I remember an example of this one night, about 40 years ago, when I was spending a month at Walter Christensen’s dressage training stable, Stal Tasdorf, in Tasdorf, Germany. (photo of Walter teaching)
Walter’s main barn had a cobblestone type of floor, hard to keep clean because of all the indentations, and in various corners were funny little Hansel and Gretel type brooms, straight handles with what looked like a bunch of twigs wired to one end.
Everyone had left, all the working students, all the riders, and here was the master, then coach of the Swedish Olympic dressage team, vigorously giving the aisle one last cleanup before turning out the lights.

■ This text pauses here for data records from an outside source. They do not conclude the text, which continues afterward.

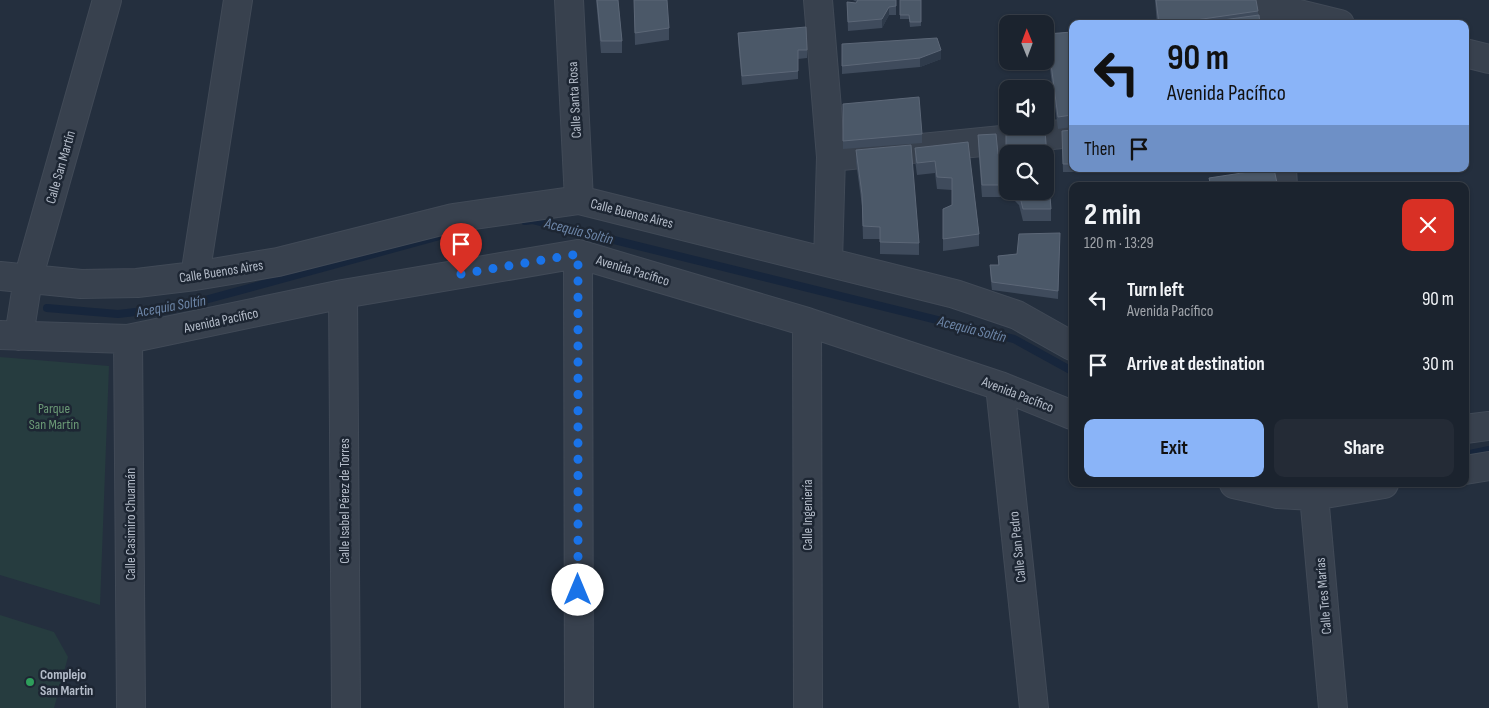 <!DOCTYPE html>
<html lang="en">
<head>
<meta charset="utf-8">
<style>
	body { margin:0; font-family:"Sofia Sans Condensed",sans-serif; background:#242b36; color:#f1f3f6; height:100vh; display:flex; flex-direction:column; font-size:19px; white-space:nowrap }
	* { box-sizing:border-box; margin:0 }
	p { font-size:16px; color:#a0a4aa }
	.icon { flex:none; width:28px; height:28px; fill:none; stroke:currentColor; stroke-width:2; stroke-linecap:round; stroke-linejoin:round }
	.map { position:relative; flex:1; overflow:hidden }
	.drawer { position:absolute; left:1069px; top:182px; width:400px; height:305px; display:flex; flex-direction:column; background:#1b232e; border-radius:10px; box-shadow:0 1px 4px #0004,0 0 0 1px #39404a }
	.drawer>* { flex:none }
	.guide { position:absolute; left:1069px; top:20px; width:400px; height:152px; border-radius:10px; box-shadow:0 1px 4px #0004,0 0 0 1px #39404a; background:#8ab4f8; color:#111; overflow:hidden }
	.needle { width:32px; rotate:359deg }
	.tools { position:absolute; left:999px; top:15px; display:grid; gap:10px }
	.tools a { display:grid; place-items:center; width:55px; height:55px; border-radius:10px; background:#1b232e; box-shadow:0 1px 4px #0004,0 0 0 1px #39404a; font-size:25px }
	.pin { position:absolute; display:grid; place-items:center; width:42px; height:42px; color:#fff; margin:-51px -21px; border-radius:50% 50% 50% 0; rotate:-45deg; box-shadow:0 0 5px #0007 }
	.pin .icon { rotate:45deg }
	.me { position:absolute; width:55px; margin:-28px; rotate:0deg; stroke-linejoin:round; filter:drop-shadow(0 0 4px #0008) }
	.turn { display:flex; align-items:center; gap:18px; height:105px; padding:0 15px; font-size:22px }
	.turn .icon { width:65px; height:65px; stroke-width:2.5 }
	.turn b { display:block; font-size:35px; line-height:42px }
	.then { display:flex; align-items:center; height:48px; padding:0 15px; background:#0003; gap:10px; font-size:19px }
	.round { display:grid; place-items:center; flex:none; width:52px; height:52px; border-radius:10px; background:#242b36 }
	.overview { display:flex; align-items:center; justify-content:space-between; height:85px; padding:0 15px }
	h1 { font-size:30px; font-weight:700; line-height:38px }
	.button { display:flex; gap:10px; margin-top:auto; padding:10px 15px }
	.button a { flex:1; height:58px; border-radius:10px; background:#8ab4f8; color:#111; font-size:20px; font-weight:700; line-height:58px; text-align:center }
	.button a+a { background:#242b36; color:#f1f3f6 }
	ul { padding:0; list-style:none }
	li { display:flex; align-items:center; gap:15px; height:65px; padding:0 15px }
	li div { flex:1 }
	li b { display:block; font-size:19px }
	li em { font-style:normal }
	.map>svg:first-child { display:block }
	.green { fill:#263c3f }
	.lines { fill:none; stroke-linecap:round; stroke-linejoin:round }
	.stream { stroke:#17263c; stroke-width:8 }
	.minor-casing { stroke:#414a57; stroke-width:30 }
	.minor { stroke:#38414e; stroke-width:28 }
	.wall { fill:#3f4b5c }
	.shaded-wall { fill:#2f3b4b }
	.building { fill:#4b5868; stroke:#5c6777 }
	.route { stroke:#1a73e8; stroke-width:9; stroke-dasharray:0 16.2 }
	.leisure-dot { fill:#2e9e5b; stroke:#1d2633; stroke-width:2 }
	.labels { text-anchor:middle; stroke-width:5; stroke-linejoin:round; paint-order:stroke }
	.street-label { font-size:14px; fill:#b4bcc9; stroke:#1d2633 }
	.park-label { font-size:14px; fill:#6b9a76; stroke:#1d2633 }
	.poi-label { font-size:14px; font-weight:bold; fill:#b4bcc9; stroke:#1d2633; text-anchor:start }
	.water-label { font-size:15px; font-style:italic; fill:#6d86a8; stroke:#1d2633 }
</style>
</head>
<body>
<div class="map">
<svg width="1489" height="708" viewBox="0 0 1489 708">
	<rect width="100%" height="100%" fill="#242f3e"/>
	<!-- green -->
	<path class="green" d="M0,357L109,366L100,605L0,575Z
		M0,615L54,632L68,657L54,708H0Z"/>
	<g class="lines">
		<!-- stream -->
		<path class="stream" d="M525,221L533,220L1014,339L1072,371
			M47,308L118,314L179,307L447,234
			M1465,455L1489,450"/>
		<defs>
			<path id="minor" d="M569,0L579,200
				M818,0L831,157L828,262
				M1266,6L1340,24
				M1465,53L1489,59
				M831,157L1072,133
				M1282,169L1283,186
				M578,254L579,708
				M0,276L81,284L137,283L195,276L278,262L453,218L579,200L955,294L1017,315L1072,346
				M195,276L238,0
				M343,294L346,708
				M807,322L808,708
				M0,335L128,339L343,294L578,254L807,322L1000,386L1072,415
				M19,336L28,279L107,0
				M128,339L131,708
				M1000,386L1034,708
				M1465,429L1489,426
				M1465,470L1489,466
				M1234,484L1278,494L1313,496L1384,484
				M1313,484L1333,708"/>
		</defs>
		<!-- minor casing -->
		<use href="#minor" class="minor-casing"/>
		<!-- minor -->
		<use href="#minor" class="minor"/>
	</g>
	<!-- wall -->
	<path class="wall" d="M596,0H618L622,41V53H601Z
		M634,0L669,28V40L635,45Z
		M853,0H896V15H889L882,28L848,31L847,2L856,3L857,2Z
		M921,0V26L910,27L909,19H900V15Z
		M1155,0H1256L1260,24H1157Z
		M1072,32V127L1058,129L1047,46V34Z
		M738,33L807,50V58L798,59V79L742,85L738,41Z
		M842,44L941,59L920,67L842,74Z
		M843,104L922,134V143L843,149Z
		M1045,130L1051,209V221H1023L1019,205L1015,201L1014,191H1045V154H1008V182L1002,183L1001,197H982L978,147V135L996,134L998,154H1006V133Z
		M1072,130V169H1085V172H1063L1062,139Z
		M968,142L979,234V246L943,251V209L952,205V190L937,189L935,173L917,175L915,160V148Z
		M856,150L919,243V255L880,254V239H863L862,206L856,162Z
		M1102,169H1128V171L1102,172Z
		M1140,169H1150V171L1140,172Z
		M1209,178L1277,183V186H1209Z
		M1060,241L1058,299L992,290L990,274V265H998V256L1017,254Z"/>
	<!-- shaded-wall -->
	<path class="shaded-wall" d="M889,7V15L882,28V19Z
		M941,50V59L920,67V58Z
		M1008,170V182L1002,183L1001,197V185L1002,171Z"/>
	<!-- building -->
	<path class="building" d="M597,0H618L622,41H601Z
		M634,0H667L669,28L635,33Z
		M858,0H896V6L889,7L882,19L848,22L847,2L856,3Z
		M900,0H921V22H910L909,15H900Z
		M1156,0H1256L1258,11L1168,24H1159Z
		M1259,15L1260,24H1194Z
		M806,27L807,50H798V71L742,76L738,33Z
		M1072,32V115L1058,117L1047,34Z
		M937,38L941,50L920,58L842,66V44Z
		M919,97L922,134L843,141V104Z
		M1045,130L1051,209H1023L1019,193L1018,191H1045V154H1008V170L1002,171L1001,185H982L978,135L996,134L998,154H1006V133Z
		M1072,130V164H1063L1062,131Z
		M968,142L979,234L943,239V209L952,205V178L937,177L935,161L917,163L915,148Z
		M911,145L919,243L880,242V227L863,226L862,194L856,150Z
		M1268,169H1274L1277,183L1258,186H1211L1209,178Z
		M1060,233L1058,291L992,282L990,265H999L998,256L1017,254L1019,234Z"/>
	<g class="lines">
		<!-- route -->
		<path class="route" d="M461,274L578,254V590"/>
	</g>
	<!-- markers -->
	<circle class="leisure-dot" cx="30" cy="682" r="5"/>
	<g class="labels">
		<!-- street labels -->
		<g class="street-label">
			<text transform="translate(574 100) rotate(-93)" y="5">Calle Santa Rosa</text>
			<text transform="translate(60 167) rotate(-74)" y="5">Calle San Martín</text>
			<text transform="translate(632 213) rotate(14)" y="5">Calle Buenos Aires</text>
			<text transform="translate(633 270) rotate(17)" y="5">Avenida Pacífico</text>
			<text transform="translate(221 271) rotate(-9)" y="5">Calle Buenos Aires</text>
			<text transform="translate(221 320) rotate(-12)" y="5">Avenida Pacífico</text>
			<text transform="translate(1018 394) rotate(21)" y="5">Avenida Pacífico</text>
			<text transform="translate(344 501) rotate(-90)" y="5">Calle Isabel Pérez de Torres</text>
			<text transform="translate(807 515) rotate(-90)" y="5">Calle Ingeniería</text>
			<text transform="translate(130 524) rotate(-90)" y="5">Calle Casimiro Chuamán</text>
			<text transform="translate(1017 547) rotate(-96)" y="5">Calle San Pedro</text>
			<text transform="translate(1323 596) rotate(-95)" y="5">Calle Tres Marías</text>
		</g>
		<!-- park labels -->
		<g class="park-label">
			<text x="54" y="413">Parque<tspan x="54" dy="16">San Martín</tspan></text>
		</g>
		<!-- poi labels -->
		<g class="poi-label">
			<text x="40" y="679">Complejo<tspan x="40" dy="16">San Martin</tspan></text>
		</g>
		<!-- water labels -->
		<g class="water-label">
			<text transform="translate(579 231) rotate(14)" y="5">Acequia Soltín</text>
			<text transform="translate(171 306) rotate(-10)" y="5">Acequia Soltín</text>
			<text transform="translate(972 329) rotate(14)" y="5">Acequia Soltín</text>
		</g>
	</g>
</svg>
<div class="tools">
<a><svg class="needle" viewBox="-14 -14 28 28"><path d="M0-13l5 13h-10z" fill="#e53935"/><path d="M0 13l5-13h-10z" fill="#a0a4aa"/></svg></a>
<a><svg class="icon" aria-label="sound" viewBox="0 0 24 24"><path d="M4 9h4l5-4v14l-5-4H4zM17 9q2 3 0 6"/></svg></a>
<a><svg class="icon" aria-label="search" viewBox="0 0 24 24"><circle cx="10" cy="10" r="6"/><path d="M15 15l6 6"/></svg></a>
</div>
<div class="pin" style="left:461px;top:274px;background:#d93025"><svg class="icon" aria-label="arrive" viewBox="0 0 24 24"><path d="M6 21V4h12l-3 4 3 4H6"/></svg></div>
<svg class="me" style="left:578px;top:590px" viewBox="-20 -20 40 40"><circle r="19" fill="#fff"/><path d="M0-13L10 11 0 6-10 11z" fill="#1a73e8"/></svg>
<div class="guide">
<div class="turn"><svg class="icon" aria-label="left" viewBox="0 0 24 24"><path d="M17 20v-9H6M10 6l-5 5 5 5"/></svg><div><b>90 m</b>Avenida Pacífico</div></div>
<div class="then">Then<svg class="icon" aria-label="arrive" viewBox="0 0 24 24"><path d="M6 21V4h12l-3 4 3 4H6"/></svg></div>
</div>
<section class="drawer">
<div class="overview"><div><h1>2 min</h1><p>120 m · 13:29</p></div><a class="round" style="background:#d93025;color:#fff"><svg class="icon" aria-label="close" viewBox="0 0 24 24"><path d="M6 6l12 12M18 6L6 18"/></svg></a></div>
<ul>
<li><svg class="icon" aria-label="left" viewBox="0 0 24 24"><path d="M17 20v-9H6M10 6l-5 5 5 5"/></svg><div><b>Turn left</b><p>Avenida Pacífico</p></div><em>90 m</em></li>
<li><svg class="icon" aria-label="arrive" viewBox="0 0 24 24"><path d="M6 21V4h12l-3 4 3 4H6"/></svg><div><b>Arrive at destination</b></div><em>30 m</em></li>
</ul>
<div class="button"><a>Exit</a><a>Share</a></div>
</section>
</div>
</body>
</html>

In the great scheme of things, why would it matter one iota whether the aisle was immaculate? Early next morning, when all the horses were being fed, hay and straw would get spilled all around, and who was going to see that floor in the middle of the night?
But that’s not the point, is it? And for those who do see the point, they probably would have been at one end of the broom. And for those who can’t grasp why it mattered to Walter, they’d have left it as it was.
To what extent can pride in a way of doing things be taught? Because that’s what’s at play here, I think.
And pride in one detail spills over into pride about other details, until it creates a mindset, a way of being. Or not---And in that way, sweeping teaches riding, tenuous as the connection might seem.